Conclusion: has the Jura 10 improved over the years? Last bottle I tried was a pre-2008? bottle as it still had the "Isle of Jura" logo instead of just "Jura". This not the malt that I recall from my previous tastings, but an significant improved version. Sometimes it pays of to give a whisky a second chance.

  • Nose: slightly oily, salty little bit of caramel, a very floral honey and I can’t get the thought of smoked fish out of my head. Bread dough and a tiny bit of pretty raw tequila. With water really dominated by bread dough, there is a suggestion of floral and even some sherbert.

  • Pallet: sweet smooth arrival, sweet honey comes first then it’s floury (as in bread dough), there is a suggestion of floral (as in flowers) but then the tequila comes in as you swallow. Drinks as if it’s either very young or at a higher strength than 40. With water still doesn’t go down easy, much more mellow arrival, crème caramel? Really really delicate now. The bread is now toasted, slightly malty and nutty.

  • Finish: dry and tangy, saltier a bit briny, for me it clings to the sides of my tongue which is a strange sensation that tequila thing never really lets go. With water little bit of coco, dry again, maybe malty but it’s very thin.
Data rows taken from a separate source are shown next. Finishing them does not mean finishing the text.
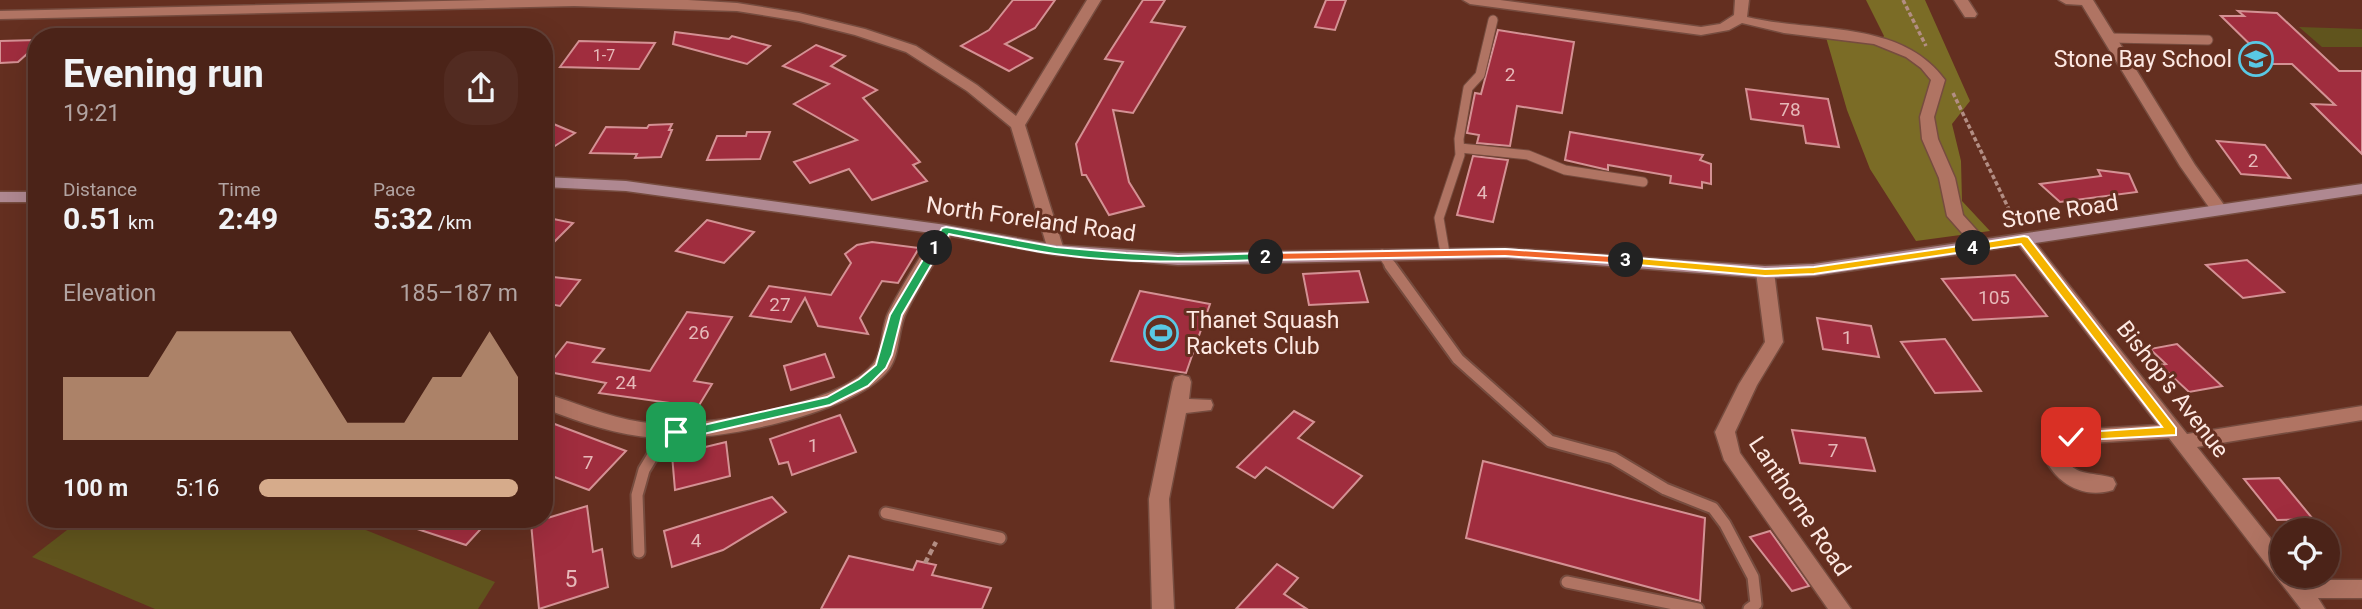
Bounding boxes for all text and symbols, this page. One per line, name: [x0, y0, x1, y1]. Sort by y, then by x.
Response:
school or university icon: Stone Bay School: [2237, 40, 2275, 78]
house number: 1-7: [593, 46, 615, 65]
place label: Stone Bay School: [2054, 46, 2232, 73]
button: share: [444, 51, 518, 125]
text: Evening run: [63, 52, 264, 96]
house number: 2: [1505, 63, 1515, 86]
house number: 78: [1779, 98, 1801, 121]
text: 19:21: [63, 100, 120, 127]
house number: 2: [2248, 149, 2258, 172]
text: Distance: [63, 178, 137, 201]
text: Time: [218, 178, 261, 201]
text: Pace: [373, 178, 415, 201]
house number: 4: [1477, 181, 1488, 204]
street label: Stone Road: [2000, 189, 2120, 234]
street label: North Foreland Road: [924, 191, 1137, 248]
text: 0.51: [63, 201, 123, 236]
text: 2:49: [218, 201, 278, 236]
text: 5:32: [373, 201, 433, 236]
text: km: [123, 211, 154, 234]
text: /km: [433, 211, 472, 234]
pin: 1: [918, 230, 953, 266]
pin: 4: [1955, 230, 1990, 266]
text: 1: [929, 236, 940, 259]
text: 4: [1967, 236, 1978, 259]
pin: 2: [1248, 240, 1284, 274]
pin: 3: [1608, 243, 1644, 278]
text: 2: [1260, 245, 1271, 268]
text: 3: [1620, 248, 1631, 271]
text: Elevation: [63, 280, 156, 307]
text: 185–187 m: [399, 280, 518, 307]
house number: 105: [1978, 286, 2010, 309]
house number: 27: [769, 293, 791, 316]
place label: Thanet Squash Rackets Club: [1186, 307, 1340, 360]
sports icon: Thanet Squash Rackets Club: [1142, 314, 1180, 352]
street label: Bishop's Avenue: [2111, 316, 2234, 463]
house number: 26: [688, 321, 710, 344]
house number: 1: [1842, 326, 1852, 349]
house number: 24: [615, 371, 637, 394]
pin: [646, 402, 706, 462]
pin: [2041, 407, 2101, 467]
icon: arrive: [657, 413, 695, 451]
icon: check: [2052, 418, 2090, 456]
street label: Lanthorne Road: [1743, 432, 1856, 581]
house number: 1: [808, 434, 818, 457]
house number: 7: [1828, 439, 1838, 462]
house number: 7: [583, 451, 593, 474]
text: 100 m: [63, 475, 128, 502]
text: 5:16: [175, 475, 219, 502]
map controls: [2270, 518, 2340, 588]
button: locate: [2270, 518, 2340, 588]
house number: 4: [691, 529, 702, 552]
house number: 5: [565, 566, 578, 593]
  • Mark neat -7.5, with water – 7.5.

It's just a bit raw neat and a bit thin with water. It's not bad whisky, but its just not that good

it's the one I drink every day - literally! I still did not got bored of it. and if you like smooth ones, not too strong and smokey, I really can recommend Jura 10 years old. At least to me, he appears much smoother than 40%


I was hesitant to give this a shot. Reviews for this tend to be on the average side. I hadn’t planned on picking this up, but this was on sale at my local liquor store this week and I had a few extra bucks in my pocket. And to be perfectly honest… I love the look of the bottle. Yeah I know, silly reason. Luckily I didn’t end up regretting the impulsive decision. At the time of this review, the average score for the Jura 10 is no higher than 73. This is a charming and pleasant whisky of quality that deserves much better than that imho.
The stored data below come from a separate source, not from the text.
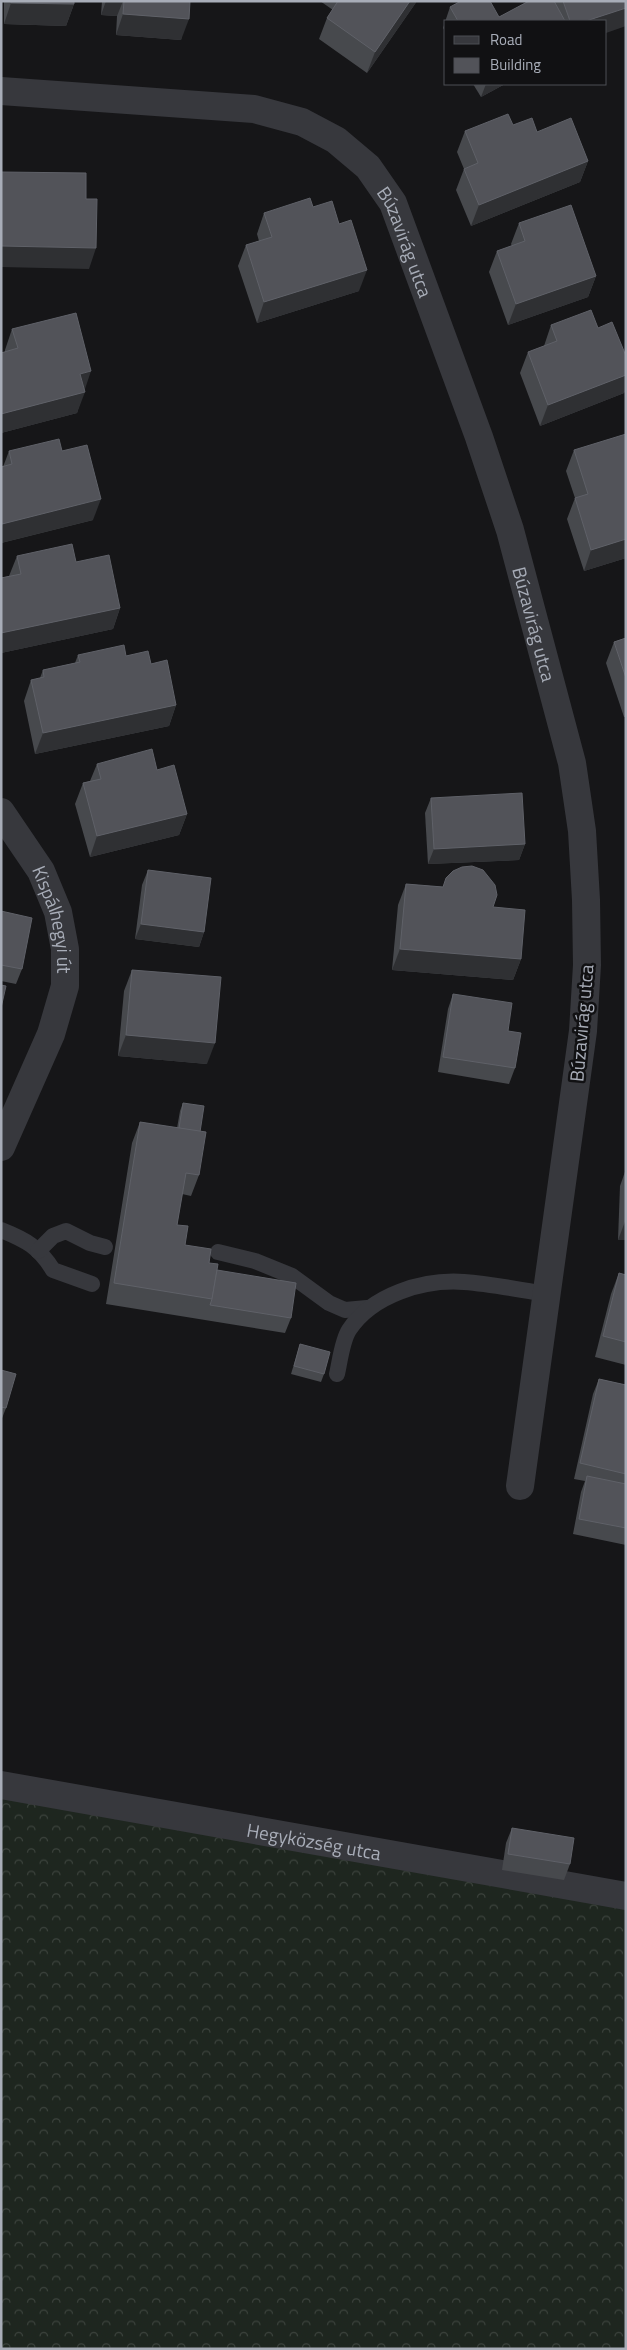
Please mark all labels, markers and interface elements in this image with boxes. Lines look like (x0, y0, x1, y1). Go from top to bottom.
legend (444, 20, 607, 85)
text: Road (490, 28, 522, 51)
text: Building (490, 53, 541, 76)
street label: Búzavirág utca (371, 180, 441, 302)
street label: Búzavirág utca (506, 563, 564, 685)
street label: Kispálhegyi út (26, 861, 80, 974)
street label: Búzavirág utca (561, 963, 601, 1083)
street label: Hegyközség utca (245, 1814, 384, 1867)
Nose: A light nose with a good helping of cereal. Otherwise there are some apples, etc. A basic ex-bourbon nose that hardly exudes originality on the first whiff. On the second whiff, I get a somewhat herbal or vegetal note. Ginger and wisps of salt are here, too. There’s a bit of sharpness here, but it never loses its balance.

Palate: Some white pepper and some ginger are the first things I notice. Butter. Heather. There are some oak notes that follow. This is a bit saltier than expected. Salty, but not dry and briny as some maritime whiskies tend to be. Some mild citrus notes come through, too.

Finish: Short to medium finish. Some lemon rind, ginger ale, salt, white vinegar, and lingering pepper are the last to leave. Nice and even.

I had read a few reviews of this and to be honest I didn’t expect much. It’s nice, though. Ralfy mentioned in one of his reviews that this distillery excels with its older releases. I admit I haven’t tried them, but I do feel like if this were aged longer it’d be a lovely dram. With the salt, butter, pepper, and cereal notes, this has the potential to be on par with something like the Old Pulteney 17. But not yet. It needs a bit more of a punch to it. And while it is a balanced dram, there is some sharpness here. It needs a higher abv. and a few more years in the barrel. With some extra time to mellow out, this could be something truly wonderful. I’m definitely going to have to try some more Jura offerings… the 16 perhaps?

Once again I agree with another one of your reviews. I just bought this today. I let it breathe in my decanter for about two hours and now as I'm sipping away I was curious to see what other connosr members posted. As soon as I saw your review I jumped at it knowing that we usually agree on our whiskies. There was a weird taste to this and you cleared it for me: Vinegar!,but its not enough to give it an off taste. This is good stuff. I also agree, its a bit premature. Its older brothers should be cracking good.

BTW, I have the 43% abv version.


Jura always reminds me of the smell of the ocean breeze the first time you visit each year. It has a slightly sweet and brine-like quality.


Isle of Jura 10 year old turned out to be a steady executor that presents itself smoothly all the way from the start until the very end. It is not complex and it's not as spicy as Jura Superstition. Jura 10 is a safe option. It would suit nicely with afternoon starters. Or in some place where you don't want to draw attention.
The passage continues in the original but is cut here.